AIM OF THE TASK:
Without dropping or altering a single word, give the listing again.
Top of INPUT DATA
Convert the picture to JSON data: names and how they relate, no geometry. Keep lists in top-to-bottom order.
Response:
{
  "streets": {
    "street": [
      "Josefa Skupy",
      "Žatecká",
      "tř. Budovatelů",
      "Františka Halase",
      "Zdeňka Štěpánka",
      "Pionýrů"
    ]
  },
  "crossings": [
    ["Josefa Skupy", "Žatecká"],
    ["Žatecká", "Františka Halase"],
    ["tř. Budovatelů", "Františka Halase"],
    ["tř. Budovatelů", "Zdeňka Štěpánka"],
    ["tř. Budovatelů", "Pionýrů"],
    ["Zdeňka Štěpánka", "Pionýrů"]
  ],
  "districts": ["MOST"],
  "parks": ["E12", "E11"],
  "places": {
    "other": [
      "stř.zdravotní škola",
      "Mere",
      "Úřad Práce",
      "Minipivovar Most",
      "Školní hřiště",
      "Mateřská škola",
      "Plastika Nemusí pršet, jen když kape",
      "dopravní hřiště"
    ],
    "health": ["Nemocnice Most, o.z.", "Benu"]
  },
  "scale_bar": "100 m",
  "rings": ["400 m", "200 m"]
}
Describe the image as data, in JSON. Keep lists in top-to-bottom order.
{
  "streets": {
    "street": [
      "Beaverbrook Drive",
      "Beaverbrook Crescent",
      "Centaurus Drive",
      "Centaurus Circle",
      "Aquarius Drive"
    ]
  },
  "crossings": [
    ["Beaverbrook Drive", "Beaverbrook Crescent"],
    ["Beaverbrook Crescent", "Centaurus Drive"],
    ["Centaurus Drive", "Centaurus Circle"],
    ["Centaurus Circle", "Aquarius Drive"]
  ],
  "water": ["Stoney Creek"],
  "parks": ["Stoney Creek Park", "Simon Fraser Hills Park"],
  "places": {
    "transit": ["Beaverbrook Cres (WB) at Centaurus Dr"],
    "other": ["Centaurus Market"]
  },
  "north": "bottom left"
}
Bottom of INPUT DATA
SOLUTION BELOW:
Convert the picture to JSON data: names and how they relate, no geometry. Keep lists in top-to-bottom order.
Response:
{
  "streets": {
    "street": [
      "Josefa Skupy",
      "Žatecká",
      "tř. Budovatelů",
      "Františka Halase",
      "Zdeňka Štěpánka",
      "Pionýrů"
    ]
  },
  "crossings": [
    ["Josefa Skupy", "Žatecká"],
    ["Žatecká", "Františka Halase"],
    ["tř. Budovatelů", "Františka Halase"],
    ["tř. Budovatelů", "Zdeňka Štěpánka"],
    ["tř. Budovatelů", "Pionýrů"],
    ["Zdeňka Štěpánka", "Pionýrů"]
  ],
  "districts": ["MOST"],
  "parks": ["E12", "E11"],
  "places": {
    "other": [
      "stř.zdravotní škola",
      "Mere",
      "Úřad Práce",
      "Minipivovar Most",
      "Školní hřiště",
      "Mateřská škola",
      "Plastika Nemusí pršet, jen když kape",
      "dopravní hřiště"
    ],
    "health": ["Nemocnice Most, o.z.", "Benu"]
  },
  "scale_bar": "100 m",
  "rings": ["400 m", "200 m"]
}
Describe the image as data, in JSON. Keep lists in top-to-bottom order.
{
  "streets": {
    "street": [
      "Beaverbrook Drive",
      "Beaverbrook Crescent",
      "Centaurus Drive",
      "Centaurus Circle",
      "Aquarius Drive"
    ]
  },
  "crossings": [
    ["Beaverbrook Drive", "Beaverbrook Crescent"],
    ["Beaverbrook Crescent", "Centaurus Drive"],
    ["Centaurus Drive", "Centaurus Circle"],
    ["Centaurus Circle", "Aquarius Drive"]
  ],
  "water": ["Stoney Creek"],
  "parks": ["Stoney Creek Park", "Simon Fraser Hills Park"],
  "places": {
    "transit": ["Beaverbrook Cres (WB) at Centaurus Dr"],
    "other": ["Centaurus Market"]
  },
  "north": "bottom left"
}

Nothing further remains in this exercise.